Fall has always been my favorite season. But this year has been different. I will never cease to be amazed at the way things in the natural world around us are wired and created to give visual clues and methodology and language to the reality of our experience. In the last few weeks, as life has begun to settle down and routines have begun to form, I find I’m confronted with the grief that has lingered these last few months since the whirlwind of our spring: primarily the death of my sister and our moving away (albeit not far) from the community we’d established for most of our marriage back here to my hometown.
Seeing fall, experiencing the slow decent, the unabashed beauty that preceeds what will inevitably be cold and harsh and devoid of visible growth, has served as a little whisper in my ear, reminding me to keep putting one foot in front of the other, to keep hope alive. In the change of seasons, the death of dreams, even the most searing losses, there is always hope. Winter always follows fall, but spring always follows winter. Summer lingers beyond that. And fall will come again.I once heard a man who had traveled a little farther down life’s journey say that if he could do one thing differently in his youth, he would have pushed into the pain and the trials and grief, rather than expend all his energy working to avoid it. With the help of some amazing listeners, and the rich, deep grace that seeps in to my life again and again, even when I least expect it, and when, for sure, I am undeserving, I am pressing in.
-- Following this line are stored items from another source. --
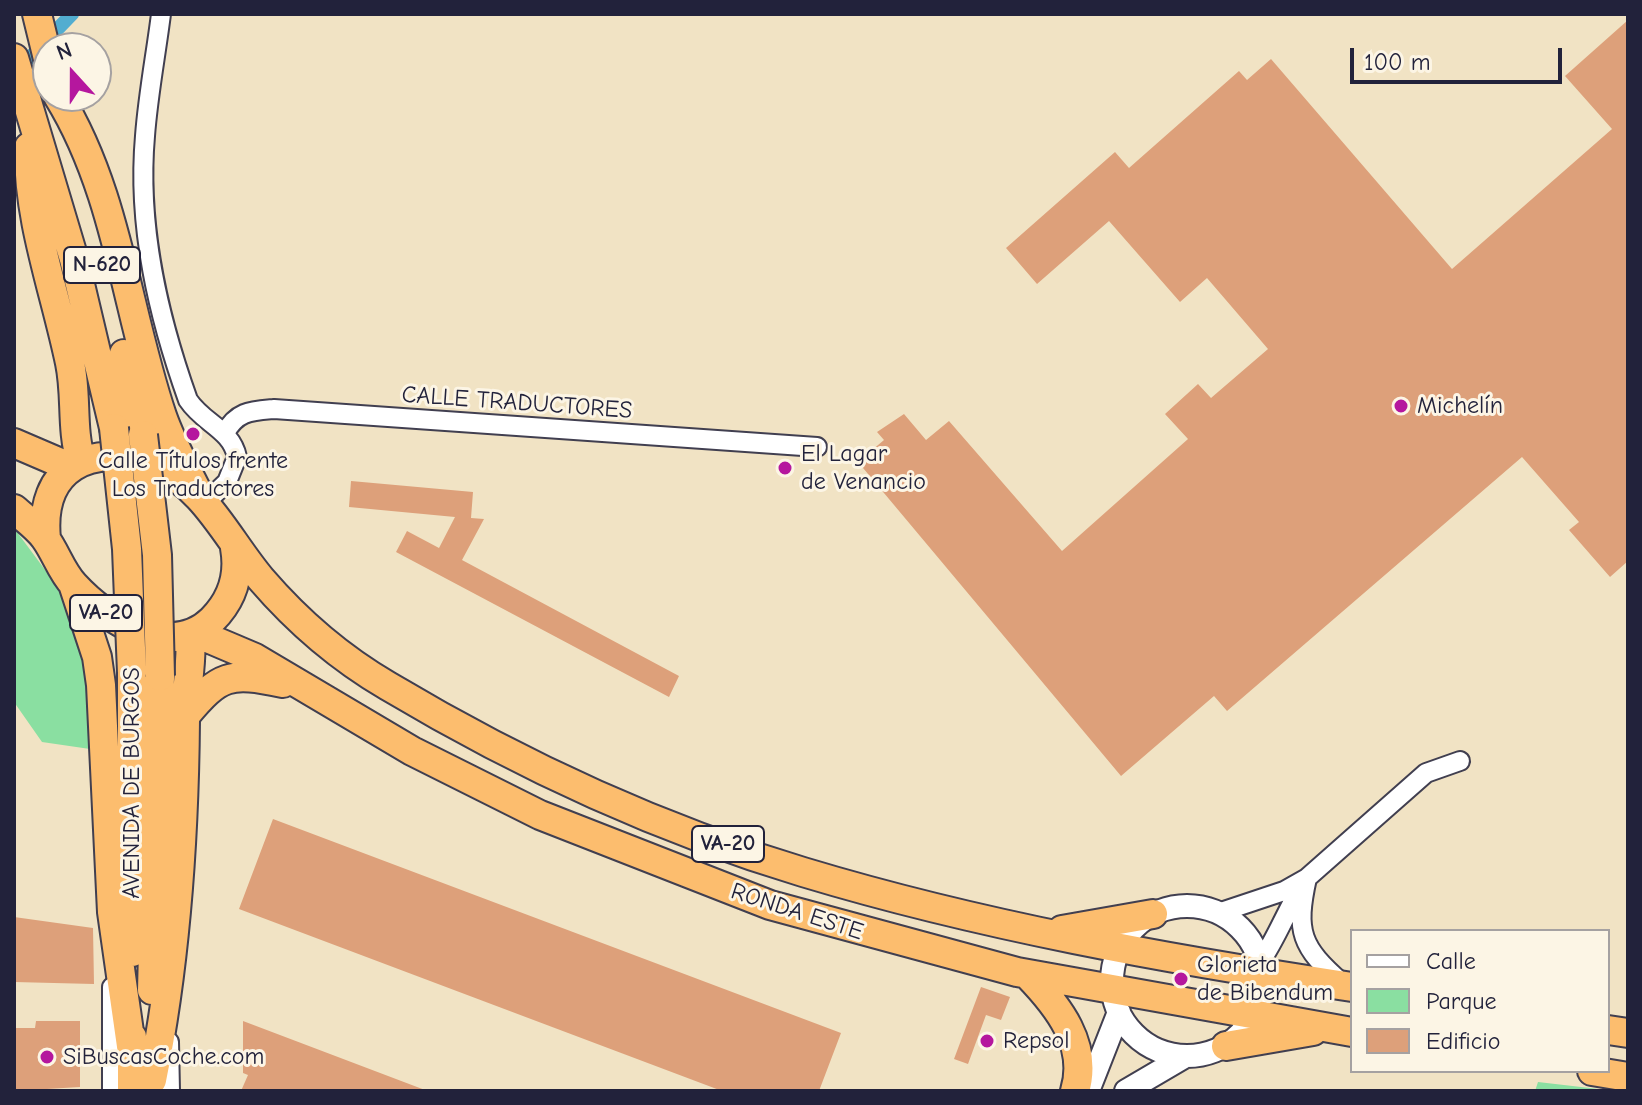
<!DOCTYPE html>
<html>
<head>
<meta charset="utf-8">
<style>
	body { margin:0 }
	#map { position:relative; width:1642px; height:1105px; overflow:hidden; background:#f1e3c4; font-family:"Comic Neue",sans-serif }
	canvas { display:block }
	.frame { position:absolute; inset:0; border:16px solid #22223b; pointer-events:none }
	.legend { position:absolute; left:1350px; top:929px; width:260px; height:144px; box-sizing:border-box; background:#fcf5e5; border:2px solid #a5a1a1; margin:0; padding:10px 14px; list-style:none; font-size:24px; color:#22223b }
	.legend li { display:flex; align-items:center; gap:16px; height:40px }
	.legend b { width:40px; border:2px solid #a5a1a1 }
	.north { position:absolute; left:32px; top:32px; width:80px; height:80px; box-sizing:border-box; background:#fcf5e5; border:2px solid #a5a1a1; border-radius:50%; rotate:339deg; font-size:22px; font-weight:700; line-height:32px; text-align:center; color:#22223b }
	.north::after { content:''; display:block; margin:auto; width:28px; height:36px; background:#b5179e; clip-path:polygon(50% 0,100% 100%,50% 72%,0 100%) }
	.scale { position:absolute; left:1350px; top:48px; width:212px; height:36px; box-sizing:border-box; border:4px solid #22223b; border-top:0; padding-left:10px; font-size:24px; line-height:28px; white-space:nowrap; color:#22223b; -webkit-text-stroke:6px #fcf5e5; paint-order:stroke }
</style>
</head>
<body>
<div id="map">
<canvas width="1642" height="1105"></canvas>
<div class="frame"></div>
<ul class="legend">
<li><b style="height:10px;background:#fff"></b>Calle</li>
<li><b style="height:22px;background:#8adfa1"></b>Parque</li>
<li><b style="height:22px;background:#dda07a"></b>Edificio</li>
</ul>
<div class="north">N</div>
<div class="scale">100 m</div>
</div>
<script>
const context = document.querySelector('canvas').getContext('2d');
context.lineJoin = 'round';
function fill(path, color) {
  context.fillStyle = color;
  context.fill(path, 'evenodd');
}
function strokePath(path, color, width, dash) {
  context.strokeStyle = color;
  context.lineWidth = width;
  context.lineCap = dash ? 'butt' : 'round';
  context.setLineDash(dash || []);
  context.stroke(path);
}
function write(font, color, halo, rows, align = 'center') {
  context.font = font + ' "Comic Neue",sans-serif';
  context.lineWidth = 6;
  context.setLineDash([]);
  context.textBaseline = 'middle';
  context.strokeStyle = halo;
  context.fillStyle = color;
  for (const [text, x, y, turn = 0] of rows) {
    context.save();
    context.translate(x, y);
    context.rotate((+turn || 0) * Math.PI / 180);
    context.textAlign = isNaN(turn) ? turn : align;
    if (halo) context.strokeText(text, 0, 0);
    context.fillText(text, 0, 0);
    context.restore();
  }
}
fill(new Path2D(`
	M14 528 60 590 85 655 90 749 42 742 14 702Z
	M1538 1082 1607 1090 1535 1091Z`), '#8adfa1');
strokePath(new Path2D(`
	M17 71 72 14`), '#52add0', 14);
fill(new Path2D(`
	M1628 20V561L1610 577 1569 530 1579 522 1522 457 1227 711 1214 696 1121 776 858 462 884 440 877 432 904 414 926 440 949 421 1062 551 1188 439 1165 414 1198 384 1211 398 1268 349 1207 278 1180 302 1109 221 1037 284 1006 248 1115 152 1129 168 1239 71 1247 80 1271 59 1452 269 1612 129 1565 76Z
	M351 481 473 492 471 518 484 519 462 560 679 676 669 697 396 552 407 531 439 548 455 517 349 507Z
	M273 819 841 1033 819 1091H722L239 909Z
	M14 917 93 928 94 984 14 982Z
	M981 987 1010 997 1001 1020 986 1015 968 1064 954 1059Z
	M36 1021H80V1087L14 1091V1028H35Z
	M243 1021 425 1090V1091H241L248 1075 243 1073Z`), '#dda07a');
const minor = new Path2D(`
	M161 14C156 54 148 95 145 136 137 226 158 316 188 400 204 424 231 429 237 457L227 482 205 503
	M225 433C237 411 251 411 274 409L817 447
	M1307 878C1295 932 1301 947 1342 983
	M1218 913 1284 891 1307 878 1426 773 1460 761
	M1260 962C1277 938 1287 909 1303 884
	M112 987V1091
	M169 1042 170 1091`);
const tertiary = new Path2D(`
	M1112 981a75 75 0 1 1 150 0a75 75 0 1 1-150 0Z
	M1088 1091 1119 1012
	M1126 1091 1184 1057`);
const trunk = new Path2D(`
	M37 14 48 59
	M14 58 74 259 114 428
	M58 96C118 193 126 310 162 416 171 442 184 465 196 489
	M29 147C28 221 55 291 70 363 77 396 71 429 81 461
	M124 354 143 435
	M14 443 70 467
	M14 509C24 518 37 527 45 538 56 553 61 571 74 585 106 620 170 661 212 620 232 600 240 576 235 548
	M46 539C39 468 90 441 154 465 204 485 228 540 261 579 298 622 340 658 388 686 517 763 659 829 803 872 982 926 1167 959 1352 987
	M73 584 97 657 101 685 112 912 132 1053
	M196 633 255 658 412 751 540 815 770 905 1017 972 1352 1032
	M185 716C220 674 229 672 283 683
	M1062 930 1153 914
	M132 952V673
	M1028 975C1058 1006 1089 1045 1075 1091
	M152 990 160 676
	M1608 1030 1628 1033
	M132 1037V1091
	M1226 1046 1313 1031
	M1592 1071 1628 1077
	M152 1080C176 961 184 842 185 720 185 692 193 663 190 635`);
strokePath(minor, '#413f50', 22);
strokePath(tertiary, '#413f50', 26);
strokePath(trunk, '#413f50', 32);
strokePath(minor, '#fff', 18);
strokePath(tertiary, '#fff', 22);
strokePath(trunk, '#fcbd6e', 28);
const trunkBridge = new Path2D(`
	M114 428 127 549 132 673
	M143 435 157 555 160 676`);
strokePath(trunkBridge, '#413f50', 32, []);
strokePath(trunkBridge, '#fcbd6e', 28);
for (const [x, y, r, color] of [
	[1401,406,8,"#b5179e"],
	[193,434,8,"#b5179e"],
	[785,468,8,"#b5179e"],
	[1181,979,8,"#b5179e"],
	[987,1041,8,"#b5179e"],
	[47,1057,8,"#b5179e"]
]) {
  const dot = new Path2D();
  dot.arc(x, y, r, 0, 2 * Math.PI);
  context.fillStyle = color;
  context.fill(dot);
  strokePath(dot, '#fcf5e5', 3);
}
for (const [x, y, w] of [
	[102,265,76],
	[106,613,72],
	[728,844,72]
]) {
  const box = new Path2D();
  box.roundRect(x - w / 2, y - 18, w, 36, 6);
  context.fillStyle = '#fcf5e5';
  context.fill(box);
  strokePath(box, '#22223b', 2);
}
write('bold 22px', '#22223b', null, [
	["N-620",102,265],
	["VA-20",106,613],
	["VA-20",728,844]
]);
write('24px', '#22223b', '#fcf5e5', [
	["CALLE TRADUCTORES",517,403,4],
	["AVENIDA DE BURGOS",132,783,-90],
	["RONDA ESTE",797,912,18]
]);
write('24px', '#22223b', '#fcf5e5', [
	["Michelín",1417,406],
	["El Lagar",801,454],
	["de Venancio",801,482],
	["Calle Títulos frente",193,461,"center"],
	["Los Traductores",193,489,"center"],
	["Glorieta",1197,965],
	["de Bibendum",1197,993],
	["Repsol",1003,1041],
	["SiBuscasCoche.com",63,1057]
], 'left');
</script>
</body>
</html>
I am holding out hope that Jesus, who came to bind up the brokenhearted, to give freedom and bring light to the darkest corners of our world and of my heart, to comfort and provide for those who grieve, will shape me into an oak of righteousness (Isaiah 61), that His life will be more evident in me because of these losses. That the fear and mistrust and control that the loss exposes in me would be changed by His love, and made into something beautiful. I am hoping.